Thursday 5 July 2012
Last Update 6 July 2012 5:57 pm
The Turkish “Cumhuriyet” newspaper has been publishing an interview in three parts with the tyrant of Damascus, Bashar Assad. This is the second interview that Assad has given over the past week.
The first interview was with Iranian state television, while today we see Assad giving a second in-depth interview, which is full of fallacies, with the Turkish newspaper. In this interview, there are a number of points that merit contemplation and response.
The first point is that Assad’s interview with the Turkish newspaper takes place following the criticism he received for his interview with Iranian state TV. This means that Assad wants to balance this step, while he also wants to play on the strings of the Turkish opposition, attempting to strengthen its contrasting position towards the Syrian revolution.
The second point is that this interview unquestionably demonstrates that Assad is personally handling the crisis in Syria, as Assad’s logic, fallacies and media discourse in this interview are precisely the same as what we have witnessed since the outbreak of the Syrian revolution. This includes the operations of the Syrian regime, its diplomatic and media output, and even the security crimes. Everything that Assad said in this interview was akin to a fallacy of a fallacy.
Assad said he regrets the downing of the Turkish warplane, and that it crossed into Syrian airspace in a manner that led Damascus to believe it was an Israeli plane. He thinks he is being clever by saying that the Turks are allying with the Israelis. However, in reality Israeli warplanes flew at low-altitude over al-Assad’s palace in 2006. This incident led to Moscow selling al-Assad anti-aircraft systems, however despite this the al-Assad regime failed to respond to these Israeli jets and this breach of its territory.
At the time it was said that these Israeli jets could be heard from Assad’s bedroom. Following this, the Israelis targeted what they believed to be a nuclear reactor in Deir Ezzour, and the Assad regime also failed to respond in any way. The Americans later landed in Syria and kidnapped wanted terrorists from inside Syrian territory, along the Syrian-Iraqi border, and the Assad regime also failed to respond.

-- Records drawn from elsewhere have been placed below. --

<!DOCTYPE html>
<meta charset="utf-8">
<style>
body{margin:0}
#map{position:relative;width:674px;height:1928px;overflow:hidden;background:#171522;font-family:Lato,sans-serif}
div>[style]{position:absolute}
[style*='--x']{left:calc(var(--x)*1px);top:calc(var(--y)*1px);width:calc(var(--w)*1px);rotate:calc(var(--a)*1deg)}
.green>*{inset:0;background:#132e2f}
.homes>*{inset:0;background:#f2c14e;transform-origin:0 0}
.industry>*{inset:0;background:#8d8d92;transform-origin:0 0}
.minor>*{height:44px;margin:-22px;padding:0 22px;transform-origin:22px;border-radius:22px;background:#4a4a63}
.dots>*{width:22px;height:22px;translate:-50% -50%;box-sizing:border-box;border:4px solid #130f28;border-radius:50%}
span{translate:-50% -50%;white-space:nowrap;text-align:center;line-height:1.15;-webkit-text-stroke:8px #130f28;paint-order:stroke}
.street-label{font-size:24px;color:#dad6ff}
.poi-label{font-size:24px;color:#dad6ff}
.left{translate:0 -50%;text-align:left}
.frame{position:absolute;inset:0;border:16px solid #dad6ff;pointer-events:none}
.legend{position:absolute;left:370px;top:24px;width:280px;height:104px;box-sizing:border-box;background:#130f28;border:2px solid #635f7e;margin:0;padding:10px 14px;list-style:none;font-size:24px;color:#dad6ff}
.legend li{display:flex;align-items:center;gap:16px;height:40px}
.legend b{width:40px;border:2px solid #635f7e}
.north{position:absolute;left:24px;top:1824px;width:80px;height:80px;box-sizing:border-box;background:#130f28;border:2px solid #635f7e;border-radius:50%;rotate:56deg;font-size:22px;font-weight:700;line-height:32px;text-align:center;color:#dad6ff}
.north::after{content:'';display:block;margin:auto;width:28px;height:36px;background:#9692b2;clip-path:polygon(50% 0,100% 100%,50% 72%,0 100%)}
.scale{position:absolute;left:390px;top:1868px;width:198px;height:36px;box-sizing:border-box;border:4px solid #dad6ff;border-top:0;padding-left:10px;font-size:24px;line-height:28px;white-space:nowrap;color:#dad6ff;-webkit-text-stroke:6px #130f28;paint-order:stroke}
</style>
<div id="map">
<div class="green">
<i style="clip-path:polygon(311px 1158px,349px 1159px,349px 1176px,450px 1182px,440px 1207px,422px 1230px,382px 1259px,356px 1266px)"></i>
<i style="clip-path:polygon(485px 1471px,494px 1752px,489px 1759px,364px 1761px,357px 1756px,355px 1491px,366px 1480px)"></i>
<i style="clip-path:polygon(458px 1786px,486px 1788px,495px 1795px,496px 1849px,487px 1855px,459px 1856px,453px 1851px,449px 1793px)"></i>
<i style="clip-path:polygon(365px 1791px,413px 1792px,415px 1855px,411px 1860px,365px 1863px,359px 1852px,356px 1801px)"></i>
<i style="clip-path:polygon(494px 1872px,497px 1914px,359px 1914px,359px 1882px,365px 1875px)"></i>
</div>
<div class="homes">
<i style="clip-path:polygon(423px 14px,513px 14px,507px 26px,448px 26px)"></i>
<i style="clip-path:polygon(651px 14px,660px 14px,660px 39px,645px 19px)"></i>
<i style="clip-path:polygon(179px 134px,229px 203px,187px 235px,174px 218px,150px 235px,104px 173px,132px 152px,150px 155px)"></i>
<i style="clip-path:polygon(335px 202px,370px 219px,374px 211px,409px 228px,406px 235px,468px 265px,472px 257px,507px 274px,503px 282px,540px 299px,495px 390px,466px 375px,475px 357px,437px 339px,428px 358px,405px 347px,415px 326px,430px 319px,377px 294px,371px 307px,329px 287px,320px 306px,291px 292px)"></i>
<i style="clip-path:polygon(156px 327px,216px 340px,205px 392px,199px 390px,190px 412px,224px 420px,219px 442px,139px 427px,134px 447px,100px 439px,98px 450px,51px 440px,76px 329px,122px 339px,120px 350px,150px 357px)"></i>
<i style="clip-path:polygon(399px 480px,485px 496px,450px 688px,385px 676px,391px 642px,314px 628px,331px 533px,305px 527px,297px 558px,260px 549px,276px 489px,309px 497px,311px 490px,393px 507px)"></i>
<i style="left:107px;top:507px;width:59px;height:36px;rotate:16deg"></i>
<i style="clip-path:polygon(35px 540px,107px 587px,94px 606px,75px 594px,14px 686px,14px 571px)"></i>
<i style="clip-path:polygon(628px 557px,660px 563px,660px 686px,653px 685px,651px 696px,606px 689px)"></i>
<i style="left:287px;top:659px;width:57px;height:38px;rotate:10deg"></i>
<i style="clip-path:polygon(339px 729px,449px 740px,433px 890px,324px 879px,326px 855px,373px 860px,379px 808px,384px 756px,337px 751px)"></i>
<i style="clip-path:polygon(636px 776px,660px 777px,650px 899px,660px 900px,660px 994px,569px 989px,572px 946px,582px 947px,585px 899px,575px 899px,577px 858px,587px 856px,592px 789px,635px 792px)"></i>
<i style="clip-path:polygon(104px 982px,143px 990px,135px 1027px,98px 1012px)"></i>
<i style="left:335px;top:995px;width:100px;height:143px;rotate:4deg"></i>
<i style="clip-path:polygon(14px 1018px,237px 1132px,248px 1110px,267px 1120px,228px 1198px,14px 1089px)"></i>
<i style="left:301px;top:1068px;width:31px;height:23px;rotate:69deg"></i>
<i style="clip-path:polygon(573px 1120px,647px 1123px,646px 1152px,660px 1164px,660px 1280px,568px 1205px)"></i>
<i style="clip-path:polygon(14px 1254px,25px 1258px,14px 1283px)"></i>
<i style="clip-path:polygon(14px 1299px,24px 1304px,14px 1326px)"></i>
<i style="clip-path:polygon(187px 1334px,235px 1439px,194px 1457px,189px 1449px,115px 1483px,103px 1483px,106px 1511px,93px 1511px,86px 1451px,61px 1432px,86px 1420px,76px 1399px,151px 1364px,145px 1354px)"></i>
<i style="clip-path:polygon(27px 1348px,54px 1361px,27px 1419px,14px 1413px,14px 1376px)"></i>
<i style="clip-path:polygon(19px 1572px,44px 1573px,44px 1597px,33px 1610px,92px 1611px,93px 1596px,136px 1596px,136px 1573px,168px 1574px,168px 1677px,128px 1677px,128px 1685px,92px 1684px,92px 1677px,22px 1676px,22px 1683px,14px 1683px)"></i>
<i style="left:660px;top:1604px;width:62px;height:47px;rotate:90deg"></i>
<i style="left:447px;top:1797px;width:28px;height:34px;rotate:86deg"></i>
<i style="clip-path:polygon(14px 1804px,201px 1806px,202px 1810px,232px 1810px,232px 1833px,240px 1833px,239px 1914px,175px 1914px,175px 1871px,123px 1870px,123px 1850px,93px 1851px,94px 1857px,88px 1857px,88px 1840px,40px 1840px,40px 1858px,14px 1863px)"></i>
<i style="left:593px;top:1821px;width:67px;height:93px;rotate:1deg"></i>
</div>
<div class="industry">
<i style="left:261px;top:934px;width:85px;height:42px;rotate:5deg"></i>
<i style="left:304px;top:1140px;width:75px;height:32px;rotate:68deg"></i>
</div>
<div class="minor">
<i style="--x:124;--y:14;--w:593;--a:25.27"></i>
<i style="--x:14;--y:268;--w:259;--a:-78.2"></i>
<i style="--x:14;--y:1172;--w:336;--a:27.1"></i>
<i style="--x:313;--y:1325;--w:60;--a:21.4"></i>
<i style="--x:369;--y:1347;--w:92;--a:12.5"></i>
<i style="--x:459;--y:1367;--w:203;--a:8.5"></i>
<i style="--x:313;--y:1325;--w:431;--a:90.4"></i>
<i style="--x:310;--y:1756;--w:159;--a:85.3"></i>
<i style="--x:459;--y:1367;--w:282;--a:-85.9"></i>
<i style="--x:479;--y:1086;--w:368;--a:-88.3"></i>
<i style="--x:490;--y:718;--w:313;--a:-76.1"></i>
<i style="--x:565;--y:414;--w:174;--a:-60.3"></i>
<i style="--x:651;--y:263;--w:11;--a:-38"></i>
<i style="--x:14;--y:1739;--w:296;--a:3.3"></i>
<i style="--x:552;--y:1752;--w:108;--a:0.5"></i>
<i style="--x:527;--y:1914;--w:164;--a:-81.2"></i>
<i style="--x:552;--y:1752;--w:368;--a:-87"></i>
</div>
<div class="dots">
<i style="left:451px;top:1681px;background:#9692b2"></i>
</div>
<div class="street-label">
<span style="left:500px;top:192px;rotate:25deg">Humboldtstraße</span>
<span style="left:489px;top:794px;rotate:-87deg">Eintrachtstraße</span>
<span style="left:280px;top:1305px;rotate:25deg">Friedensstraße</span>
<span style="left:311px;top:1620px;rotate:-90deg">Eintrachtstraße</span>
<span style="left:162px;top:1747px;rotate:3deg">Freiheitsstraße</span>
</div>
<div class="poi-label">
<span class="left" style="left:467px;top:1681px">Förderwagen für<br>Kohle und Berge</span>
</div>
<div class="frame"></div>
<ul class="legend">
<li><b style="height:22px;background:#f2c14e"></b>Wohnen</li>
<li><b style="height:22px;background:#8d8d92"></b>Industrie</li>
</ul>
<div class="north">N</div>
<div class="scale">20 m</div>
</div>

Therefore, the Turkish foreign minister has every right to describe what al-Assad is saying about the downing of the Turkish jet as “lies.”
The fallacies do not stop here, for when Assad asks why Turkey has failed to take any action towards the fighting in the Gulf, what Gulf is he talking about? Does he mean Bahrain? What happened in Bahrain cannot be compared to the crimes in Syria, for the death toll there was limited, and included victims on both sides, the police and the protesters.

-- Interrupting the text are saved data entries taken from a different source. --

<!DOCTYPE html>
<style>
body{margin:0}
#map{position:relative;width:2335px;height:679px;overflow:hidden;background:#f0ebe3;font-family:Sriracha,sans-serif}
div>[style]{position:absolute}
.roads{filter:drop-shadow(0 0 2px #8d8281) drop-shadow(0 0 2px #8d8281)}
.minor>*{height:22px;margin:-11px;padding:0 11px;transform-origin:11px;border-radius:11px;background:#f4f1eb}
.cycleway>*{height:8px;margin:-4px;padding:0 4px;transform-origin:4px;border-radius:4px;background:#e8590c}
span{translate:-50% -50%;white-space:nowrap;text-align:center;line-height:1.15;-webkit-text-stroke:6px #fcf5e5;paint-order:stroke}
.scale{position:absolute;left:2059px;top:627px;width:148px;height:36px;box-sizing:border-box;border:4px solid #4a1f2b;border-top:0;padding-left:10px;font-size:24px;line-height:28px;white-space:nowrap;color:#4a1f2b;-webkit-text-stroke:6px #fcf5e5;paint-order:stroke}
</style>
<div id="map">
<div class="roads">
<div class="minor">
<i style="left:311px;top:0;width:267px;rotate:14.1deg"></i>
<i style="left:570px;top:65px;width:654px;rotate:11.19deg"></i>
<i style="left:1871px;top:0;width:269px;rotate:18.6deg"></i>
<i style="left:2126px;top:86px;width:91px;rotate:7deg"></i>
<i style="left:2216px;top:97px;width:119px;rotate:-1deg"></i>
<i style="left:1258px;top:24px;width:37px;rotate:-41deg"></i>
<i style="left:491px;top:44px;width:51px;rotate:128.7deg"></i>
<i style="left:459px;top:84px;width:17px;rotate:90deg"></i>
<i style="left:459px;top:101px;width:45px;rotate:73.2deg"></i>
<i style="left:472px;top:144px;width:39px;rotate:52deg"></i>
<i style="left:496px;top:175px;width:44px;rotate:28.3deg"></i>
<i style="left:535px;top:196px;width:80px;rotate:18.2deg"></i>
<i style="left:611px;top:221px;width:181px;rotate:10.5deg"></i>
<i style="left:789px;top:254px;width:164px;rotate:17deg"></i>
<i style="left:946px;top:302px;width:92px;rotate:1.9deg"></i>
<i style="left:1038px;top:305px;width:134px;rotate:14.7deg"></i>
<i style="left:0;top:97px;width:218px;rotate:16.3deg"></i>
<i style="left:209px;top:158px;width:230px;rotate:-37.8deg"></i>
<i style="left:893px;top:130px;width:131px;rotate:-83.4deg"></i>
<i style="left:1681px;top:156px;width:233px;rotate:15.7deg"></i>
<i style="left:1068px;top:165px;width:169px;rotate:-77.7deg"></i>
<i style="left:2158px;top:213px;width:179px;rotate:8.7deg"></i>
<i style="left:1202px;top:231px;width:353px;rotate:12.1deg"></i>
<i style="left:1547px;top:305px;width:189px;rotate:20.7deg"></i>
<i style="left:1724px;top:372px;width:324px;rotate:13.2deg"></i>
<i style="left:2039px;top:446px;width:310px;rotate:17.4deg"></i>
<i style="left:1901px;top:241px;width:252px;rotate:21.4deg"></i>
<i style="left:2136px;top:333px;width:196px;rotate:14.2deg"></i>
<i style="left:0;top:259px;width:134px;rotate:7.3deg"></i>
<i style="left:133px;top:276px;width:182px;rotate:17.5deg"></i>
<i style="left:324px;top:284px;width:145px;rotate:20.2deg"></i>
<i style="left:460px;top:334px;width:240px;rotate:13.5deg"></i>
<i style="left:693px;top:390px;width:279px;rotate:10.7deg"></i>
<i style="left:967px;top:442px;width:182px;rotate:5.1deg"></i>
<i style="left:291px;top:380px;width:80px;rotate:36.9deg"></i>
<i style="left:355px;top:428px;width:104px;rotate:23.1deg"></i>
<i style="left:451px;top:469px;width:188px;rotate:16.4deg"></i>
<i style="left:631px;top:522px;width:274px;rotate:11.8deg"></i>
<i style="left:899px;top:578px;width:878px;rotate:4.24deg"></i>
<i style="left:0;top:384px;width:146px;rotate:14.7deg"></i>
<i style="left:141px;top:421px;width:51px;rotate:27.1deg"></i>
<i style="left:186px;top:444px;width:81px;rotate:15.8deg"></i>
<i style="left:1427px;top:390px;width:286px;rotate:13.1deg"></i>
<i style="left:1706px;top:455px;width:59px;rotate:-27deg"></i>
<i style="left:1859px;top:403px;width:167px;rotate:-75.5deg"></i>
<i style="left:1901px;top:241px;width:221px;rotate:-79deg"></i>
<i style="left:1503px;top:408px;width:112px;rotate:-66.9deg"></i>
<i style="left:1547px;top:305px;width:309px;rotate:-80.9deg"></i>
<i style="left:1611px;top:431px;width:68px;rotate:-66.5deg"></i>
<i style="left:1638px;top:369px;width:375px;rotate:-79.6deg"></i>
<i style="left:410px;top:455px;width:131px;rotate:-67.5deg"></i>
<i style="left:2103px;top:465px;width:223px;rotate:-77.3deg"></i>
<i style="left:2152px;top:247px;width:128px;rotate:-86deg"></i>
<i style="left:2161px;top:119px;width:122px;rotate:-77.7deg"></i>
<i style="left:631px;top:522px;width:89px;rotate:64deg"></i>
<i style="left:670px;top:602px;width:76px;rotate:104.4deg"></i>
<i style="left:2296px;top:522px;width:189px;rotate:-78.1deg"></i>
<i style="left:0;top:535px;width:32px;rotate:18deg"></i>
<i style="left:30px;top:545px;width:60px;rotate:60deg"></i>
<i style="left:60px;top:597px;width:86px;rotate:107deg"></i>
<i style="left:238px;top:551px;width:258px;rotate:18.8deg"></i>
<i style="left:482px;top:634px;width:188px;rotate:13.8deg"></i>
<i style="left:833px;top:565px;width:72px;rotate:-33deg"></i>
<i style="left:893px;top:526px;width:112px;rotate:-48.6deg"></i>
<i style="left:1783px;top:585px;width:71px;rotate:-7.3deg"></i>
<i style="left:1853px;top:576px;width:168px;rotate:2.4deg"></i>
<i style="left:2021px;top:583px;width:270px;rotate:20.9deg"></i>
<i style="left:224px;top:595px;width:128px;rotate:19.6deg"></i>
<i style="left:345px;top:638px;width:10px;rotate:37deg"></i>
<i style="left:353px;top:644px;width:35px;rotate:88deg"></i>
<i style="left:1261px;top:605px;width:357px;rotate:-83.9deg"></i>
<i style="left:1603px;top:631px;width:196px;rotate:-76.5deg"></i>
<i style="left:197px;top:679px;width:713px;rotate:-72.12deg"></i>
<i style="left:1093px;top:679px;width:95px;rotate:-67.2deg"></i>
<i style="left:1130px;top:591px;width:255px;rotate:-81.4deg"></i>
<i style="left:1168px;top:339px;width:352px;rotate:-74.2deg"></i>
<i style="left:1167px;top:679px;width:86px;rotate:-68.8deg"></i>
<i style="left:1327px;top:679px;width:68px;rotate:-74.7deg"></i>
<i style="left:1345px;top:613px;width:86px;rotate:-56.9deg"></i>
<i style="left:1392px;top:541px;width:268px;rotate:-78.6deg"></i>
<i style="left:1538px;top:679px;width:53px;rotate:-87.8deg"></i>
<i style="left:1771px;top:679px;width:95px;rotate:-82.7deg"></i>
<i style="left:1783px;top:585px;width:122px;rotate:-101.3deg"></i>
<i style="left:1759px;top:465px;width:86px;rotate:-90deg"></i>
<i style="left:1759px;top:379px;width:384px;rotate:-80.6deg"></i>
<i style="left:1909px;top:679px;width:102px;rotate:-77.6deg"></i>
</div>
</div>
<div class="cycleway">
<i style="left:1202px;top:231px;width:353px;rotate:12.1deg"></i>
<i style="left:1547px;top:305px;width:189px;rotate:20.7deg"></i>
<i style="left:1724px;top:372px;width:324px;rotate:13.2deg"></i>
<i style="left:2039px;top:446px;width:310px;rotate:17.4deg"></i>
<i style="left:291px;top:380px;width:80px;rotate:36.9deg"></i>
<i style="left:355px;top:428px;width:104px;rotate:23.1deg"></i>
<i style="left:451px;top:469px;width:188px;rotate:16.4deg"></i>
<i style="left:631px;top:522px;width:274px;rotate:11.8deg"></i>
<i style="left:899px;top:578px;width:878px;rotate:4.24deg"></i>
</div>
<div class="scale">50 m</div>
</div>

In addition to this, what happened in Bahrain was the result of Iranian intervention, while what is happening in Syria over the past 18 months is a crime committed by Assad, aided by Tehran and Moscow. More importantly than this, the Assad regime itself viewed the confrontations in Bahrain at the time as an internal affair, so has Assad forgotten this, or was his regime’s position on Bahrain an attempt to buy the silence of the Gulf States regarding the crimes he is committing in Syria?
Therefore, Assad’s most recent interview with the Turkish newspaper reveals to us that he is in a hole, and that he is still digging, particularly as the fire is now directly approaching him. This enhances the possibility of the sudden collapse of the Assad regime in Syria, as the British Foreign Security warned yesterday.
— The author is editor in chief of Asharq Al-Awsat.